• The task: The records below must be retyped exactly.

• The input:
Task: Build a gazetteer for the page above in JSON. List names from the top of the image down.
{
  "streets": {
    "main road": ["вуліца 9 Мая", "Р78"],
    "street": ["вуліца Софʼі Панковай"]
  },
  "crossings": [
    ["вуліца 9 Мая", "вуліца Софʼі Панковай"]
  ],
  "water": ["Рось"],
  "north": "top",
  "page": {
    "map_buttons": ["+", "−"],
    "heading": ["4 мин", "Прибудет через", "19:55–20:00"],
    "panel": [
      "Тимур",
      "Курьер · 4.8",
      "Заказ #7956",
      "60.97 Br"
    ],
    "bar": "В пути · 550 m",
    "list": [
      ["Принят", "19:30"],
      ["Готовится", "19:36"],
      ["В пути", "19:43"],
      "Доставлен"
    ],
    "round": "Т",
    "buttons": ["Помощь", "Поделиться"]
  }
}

• Answer:
Task: Build a gazetteer for the page above in JSON. List names from the top of the image down.
{
  "streets": {
    "main road": ["вуліца 9 Мая", "Р78"],
    "street": ["вуліца Софʼі Панковай"]
  },
  "crossings": [
    ["вуліца 9 Мая", "вуліца Софʼі Панковай"]
  ],
  "water": ["Рось"],
  "north": "top",
  "page": {
    "map_buttons": ["+", "−"],
    "heading": ["4 мин", "Прибудет через", "19:55–20:00"],
    "panel": [
      "Тимур",
      "Курьер · 4.8",
      "Заказ #7956",
      "60.97 Br"
    ],
    "bar": "В пути · 550 m",
    "list": [
      ["Принят", "19:30"],
      ["Готовится", "19:36"],
      ["В пути", "19:43"],
      "Доставлен"
    ],
    "round": "Т",
    "buttons": ["Помощь", "Поделиться"]
  }
}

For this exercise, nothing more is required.